You start by melting some brown sugar in apple cider.  I had some Rockridge Farms Cider in the refrigerator, so I was able to use it up. Then you simply add ingredients and cook it up. I used some quince from a nameless stall at the University District Farmers Market, and Newton Pippen Apples from Booth Canyon Orchards. The recipe called to shred the quince, but I cut it up fine with my knife. Ms. Nicol used Bramley apples, and if you can find them, they are the best cooking apple I’ve found.

The recipe called for cinnamon, nutmeg and what she called ‘mixed spice’. I made my own mixed spice with a star anise, some cardomon pods, a couple of cloves, and a few black pepper corns. I ran them thought the spice blender.

She has ground ginger in her mixed spice. I dislike the taste of ground ginger so I added ½ a box of candied ginger.

The next ingredient is dried fruit. I used raisins, not very northwest, but necessary. I substituted dried cranberries and blueberries for the sultanas and currents. I skipped the glace cherries, and used dried Bings instead. I couldn’t find candied orange peel at Whole Foods, so I used the grated rind and juice of three clementines.  Instead of pecans I used Northwest hazelnuts.

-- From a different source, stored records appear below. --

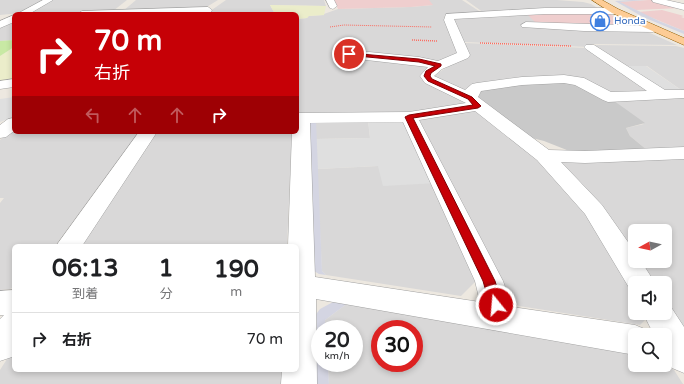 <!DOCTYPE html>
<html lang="ja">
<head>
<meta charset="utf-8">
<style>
  body { margin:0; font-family:"Varela Round","Noto Sans JP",sans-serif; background:#f2f2f2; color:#202124; height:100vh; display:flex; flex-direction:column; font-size:15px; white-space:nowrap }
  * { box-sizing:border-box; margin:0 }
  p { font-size:13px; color:#757577 }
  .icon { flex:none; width:22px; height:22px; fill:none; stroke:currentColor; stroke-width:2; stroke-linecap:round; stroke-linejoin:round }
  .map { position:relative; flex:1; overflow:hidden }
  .drawer { position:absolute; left:12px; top:244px; width:287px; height:128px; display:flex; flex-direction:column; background:#fff; border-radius:6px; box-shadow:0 2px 6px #0003 }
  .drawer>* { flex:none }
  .banner { position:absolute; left:12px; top:12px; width:287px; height:122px; border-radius:6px; box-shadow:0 2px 6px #0003; background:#c60006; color:#fff; overflow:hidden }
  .needle { width:26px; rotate:262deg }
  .tools { position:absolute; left:628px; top:224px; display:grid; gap:8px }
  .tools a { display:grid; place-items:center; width:44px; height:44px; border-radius:6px; background:#fff; box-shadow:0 2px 6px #0003; font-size:20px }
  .speed { position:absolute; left:311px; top:320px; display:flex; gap:8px; font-size:20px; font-weight:700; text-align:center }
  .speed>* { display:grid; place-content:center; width:52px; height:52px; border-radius:50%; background:#fff; box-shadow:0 2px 6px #0003; line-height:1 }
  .speed small { font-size:10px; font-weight:400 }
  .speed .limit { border:6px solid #d22; background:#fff; color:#111 }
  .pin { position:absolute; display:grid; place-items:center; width:34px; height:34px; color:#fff; margin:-17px; border:2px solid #fff; border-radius:50%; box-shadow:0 1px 4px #0007 }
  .me { position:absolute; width:44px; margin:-22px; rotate:343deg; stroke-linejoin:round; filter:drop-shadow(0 0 3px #0008) }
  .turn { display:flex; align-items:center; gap:14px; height:84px; padding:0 16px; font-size:18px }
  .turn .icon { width:52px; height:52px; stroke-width:2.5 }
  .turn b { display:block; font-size:28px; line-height:34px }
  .lanes { display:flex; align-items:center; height:38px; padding:0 16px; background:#0003; justify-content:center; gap:20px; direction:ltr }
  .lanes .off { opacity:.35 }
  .eta { display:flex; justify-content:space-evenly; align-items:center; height:68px; text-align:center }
  .eta b { font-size:24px; font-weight:700; line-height:28px }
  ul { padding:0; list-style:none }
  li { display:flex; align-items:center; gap:12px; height:52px; padding:0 16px; border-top:1px solid #e0e0e0 }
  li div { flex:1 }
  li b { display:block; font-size:15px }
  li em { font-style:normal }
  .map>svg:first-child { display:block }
</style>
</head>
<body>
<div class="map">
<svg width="684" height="384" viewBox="0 0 684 384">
  <rect width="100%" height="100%" fill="#ede8e0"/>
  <!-- residential -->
  <path fill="#d9d8d8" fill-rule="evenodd" d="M0,0H45L19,13L0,15Z
    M53,0H127L113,11L106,12L27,14Z
    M136,0H218L205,8L123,11Z
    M226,0H324L326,6L270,5L275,14H206Z
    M408,0H462L482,13L445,15L444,20L458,52L456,56L422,73L466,101L465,103L463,105L418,113L297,114V19L307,18L308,16L324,15V14L338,9L411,7L433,5Z
    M466,0H557L583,2L591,4L601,10L484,13Z
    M526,13L641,29L677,45L593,44L589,47L463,42L454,23L453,16Z
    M14,21V40L0,41V28Z
    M464,43L588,48L658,94L612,96L530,80L468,87V91L433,79L436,74L459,60Z
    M596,45L676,46L684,48V92L647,66H619L592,47Z
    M684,95V329L665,301V283H653L638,261H665V231H635V257L551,157L647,150L630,136L626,128L644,124L610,98Z
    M469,109L481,112L510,135L580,201L635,287V313H649L650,315L640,325L519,306L503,297L418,118Z
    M316,120H368L370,138L316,139Z
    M14,129V132H139L55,246H14V287L10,289L0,290V203L4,198H0V140Z
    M157,132H292L287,246H81Z
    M378,166L437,183L478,279L461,296L326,275L322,271L317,169Z
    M348,303L635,351V365L665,364L674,370L683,384H329L328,363H354V329H325V320ZM380,329H414V363H380Z
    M14,348V370H281V384H0V370Z"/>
  <!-- commercial -->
  <path fill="#efcece" d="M334,0H429L433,5L411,7L338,9Z
    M649,0H653L681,8L636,10L619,2Z
    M662,10L684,16L681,17L684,18V31L638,12Z
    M605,12L639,28L538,25L526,13Z"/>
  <!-- religious -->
  <path fill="#c9c9c9" d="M565,80L610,98L645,123L626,128L630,136L647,150L582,156L544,141L532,138L479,100L475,93L476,90Z"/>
  <!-- farmland -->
  <path fill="#ebedca" d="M270,5L326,6L324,15L309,16L307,18L297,19V14H275Z
    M14,47V80L0,83V56Z"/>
  <!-- grass -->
  <path fill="#c8e9a4" d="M14,40V47L0,56V41Z"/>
  <!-- parking -->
  <path fill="#dfdfdf" d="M620,66H646L684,92L662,94Z
    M14,97V117L0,122V99Z
    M368,120L409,122L437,183L383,186L378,166L317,169L316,139L370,138Z"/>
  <!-- plaza -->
  <path fill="#d4d5e2" d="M631,0H645L620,2L659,21L684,31V34L643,17L615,1Z
    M316,120L322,271L326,275L319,274L314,271L311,268L310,123Z
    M333,302L348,303L325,320V329H320V363H328L329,384H316L314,317L320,309Z"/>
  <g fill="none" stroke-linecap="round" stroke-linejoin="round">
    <defs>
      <path id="minor" d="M43,0H53L29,14H17Z
        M326,0H334L337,6L333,9L330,8Z
        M652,0H666L684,4V10L653,2Z
        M208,7L212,10L211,12L168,14H77L82,11Z
        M545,8H615L620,11L615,14H545L454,19L470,55L468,58L442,69L434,76L465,90L472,84L477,83L522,77L564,75L584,78L611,92L647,91L586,49L584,47L586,45H594L665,90H684V98L608,102L603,100L575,85L564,83L522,85L481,91L478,97L549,150L585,151L684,147V159L585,163L561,162L602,205L635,252V261H641L655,283H635V292L631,291L585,214L537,160L475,111L419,120L503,281L512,307L635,325L647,330L649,335H635V355L316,299L317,384H281L282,370H297V246H288L292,132H297V113L409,112L466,103L425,83L420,76L428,67L349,58L345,57L343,54L345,51L349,50L419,57L438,61L457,53L444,20L446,14ZM403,122L475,281L480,302L315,277L310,123Z
        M14,15V22L0,28V21Z
        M526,22L653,26L658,29L653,32L584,31L522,27L521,25Z
        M14,79V87L0,89V81Z
        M14,118V131L6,137L0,138V125L8,119Z
        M139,132H157L82,246H56Z
        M14,290V353L12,357L0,361V319L4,315H0V291Z
        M665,303L669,304L684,327V373L672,368L665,355V335H654L643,313H665Z"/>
      <path id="major" d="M592,0H602L618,9L684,38V45L612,13Z"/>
    </defs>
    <!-- minor casing -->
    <use href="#minor" stroke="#a2a2a2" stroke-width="1"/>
    <!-- major casing -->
    <use href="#major" stroke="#925d00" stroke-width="1"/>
    <!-- path-far1 -->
    <path stroke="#fb6d62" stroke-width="1" stroke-dasharray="1 1" stroke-linecap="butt" d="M330,27L344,25L432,27"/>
    <!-- path -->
    <path stroke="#fb6d62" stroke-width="1.5" stroke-dasharray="1 1" stroke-linecap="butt" d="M412,40L437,41
      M480,43L571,46"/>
    <!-- minor -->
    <use href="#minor" fill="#fff" fill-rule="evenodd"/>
    <!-- major -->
    <use href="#major" fill="#fdcc95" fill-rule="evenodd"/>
  </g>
  <!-- route -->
  <path fill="#c60006" stroke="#810004" d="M349,53L419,59L441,64V66L431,73L430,76L432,79L472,97L481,106L478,108L413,118L495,281L502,305L500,309L496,310L492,309L490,305L483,281L405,117L409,115L473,105L468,99L428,81L424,76L426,71L435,66L419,62L347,55L346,54Z"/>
  <!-- icons -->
  <defs>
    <symbol id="shop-ring" viewBox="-11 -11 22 22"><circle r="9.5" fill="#fff" stroke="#3f7fe0" stroke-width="1.5"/><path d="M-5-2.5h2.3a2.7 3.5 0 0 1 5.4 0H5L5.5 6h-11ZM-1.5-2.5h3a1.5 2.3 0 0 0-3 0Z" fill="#3f7fe0"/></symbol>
  </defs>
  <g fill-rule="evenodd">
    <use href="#shop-ring" x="589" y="10" width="22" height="22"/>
  </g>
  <g text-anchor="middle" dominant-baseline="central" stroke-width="3.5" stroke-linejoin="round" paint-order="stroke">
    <!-- far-shop labels -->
    <g font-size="10" fill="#366cbe" stroke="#fff" text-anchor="start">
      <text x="614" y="21">Honda</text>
    </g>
  </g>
</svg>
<div class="tools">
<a><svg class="needle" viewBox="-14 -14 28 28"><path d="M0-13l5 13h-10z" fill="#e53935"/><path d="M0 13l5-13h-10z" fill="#757577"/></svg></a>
<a><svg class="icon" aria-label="sound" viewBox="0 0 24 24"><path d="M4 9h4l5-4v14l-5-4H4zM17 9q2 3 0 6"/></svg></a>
<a><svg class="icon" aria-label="search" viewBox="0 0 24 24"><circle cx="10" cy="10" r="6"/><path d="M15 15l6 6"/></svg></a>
</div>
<div class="speed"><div>20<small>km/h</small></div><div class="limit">30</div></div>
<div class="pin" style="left:349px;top:54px;background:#d93025"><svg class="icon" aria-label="arrive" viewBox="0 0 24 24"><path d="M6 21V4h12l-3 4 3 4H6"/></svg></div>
<svg class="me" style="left:496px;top:305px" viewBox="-20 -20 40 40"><circle r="17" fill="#c60006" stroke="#fff" stroke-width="3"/><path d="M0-11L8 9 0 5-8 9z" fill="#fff"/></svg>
<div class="banner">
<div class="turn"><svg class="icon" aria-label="right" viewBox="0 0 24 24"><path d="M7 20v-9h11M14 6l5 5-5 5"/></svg><div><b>70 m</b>右折</div></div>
<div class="lanes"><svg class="icon off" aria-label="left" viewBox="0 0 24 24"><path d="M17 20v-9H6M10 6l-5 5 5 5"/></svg><svg class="icon off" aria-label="ahead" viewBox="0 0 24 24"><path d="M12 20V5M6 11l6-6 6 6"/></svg><svg class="icon off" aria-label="ahead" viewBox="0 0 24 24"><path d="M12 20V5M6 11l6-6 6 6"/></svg><svg class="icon" aria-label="right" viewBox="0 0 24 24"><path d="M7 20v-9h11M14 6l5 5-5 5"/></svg></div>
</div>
<section class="drawer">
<div class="eta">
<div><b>06:13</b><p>到着</p></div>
<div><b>1</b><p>分</p></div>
<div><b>190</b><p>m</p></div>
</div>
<ul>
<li><svg class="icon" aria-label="right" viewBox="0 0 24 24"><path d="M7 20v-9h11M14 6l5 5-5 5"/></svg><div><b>右折</b></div><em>70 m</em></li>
</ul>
</section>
</div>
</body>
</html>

The original recipe adds brandy at the end. Since I don’t drink, this was a little bit of a challenge. Our local liquor store had no miniatures of brandy, so I bought a miniature of Irish Whiskey. I added it at the beginning to give the alcohol a nice long chance to cook out.


2 Cups Apple Cider

2 Cups light brown sugar

1&1/2 pounds tart apples, peeled and finely chopped

1 pound fresh quince, peeled, shredded or chopped

½ t freshly grated nutmeg (about 1/3 of a nut)

½ t ground cinnamon

Spice blend – one star anise, 4 cloves, 4 cardamom pods and 4 peppercorns, ground

2 oz candied ginger, finely chopped (about 1/3 cup)

2 Cups raisins

1 cup dried sweetened cherries

1 cup dried blueberries

1 cup dried cranberries

Juice and zest of three clementines

Juice and zest of a lemon

Miniature bottle of booze of your choice – brandy, whisky  etc.

¼ cup real maple syrup

Put the cider and the sugar in a nice big pot with a heavy bottom. Heat and melt until the sugar is dissolved. Add all the other ingredients except the maple syrup.  Cook for about one hour at a low simmer until dark and delicious. Add the maple syrup at the end. If you like a more alcohol flavored mincemeat, add the liquor at the end.

I canned this in pint jars, in the normal way, but it will last for a long time (months) in the refrigerator. Its best after it rests for a while, a couple of weeks is great.


Day after postscript. I tried this this morning in a little tart. It’s fruitier than traditional mincemeat, and the cherries stand out. The hazelnuts (filberts to some of you) are a great flavor and texture addition. I’m looking forward to a pie at Christmas.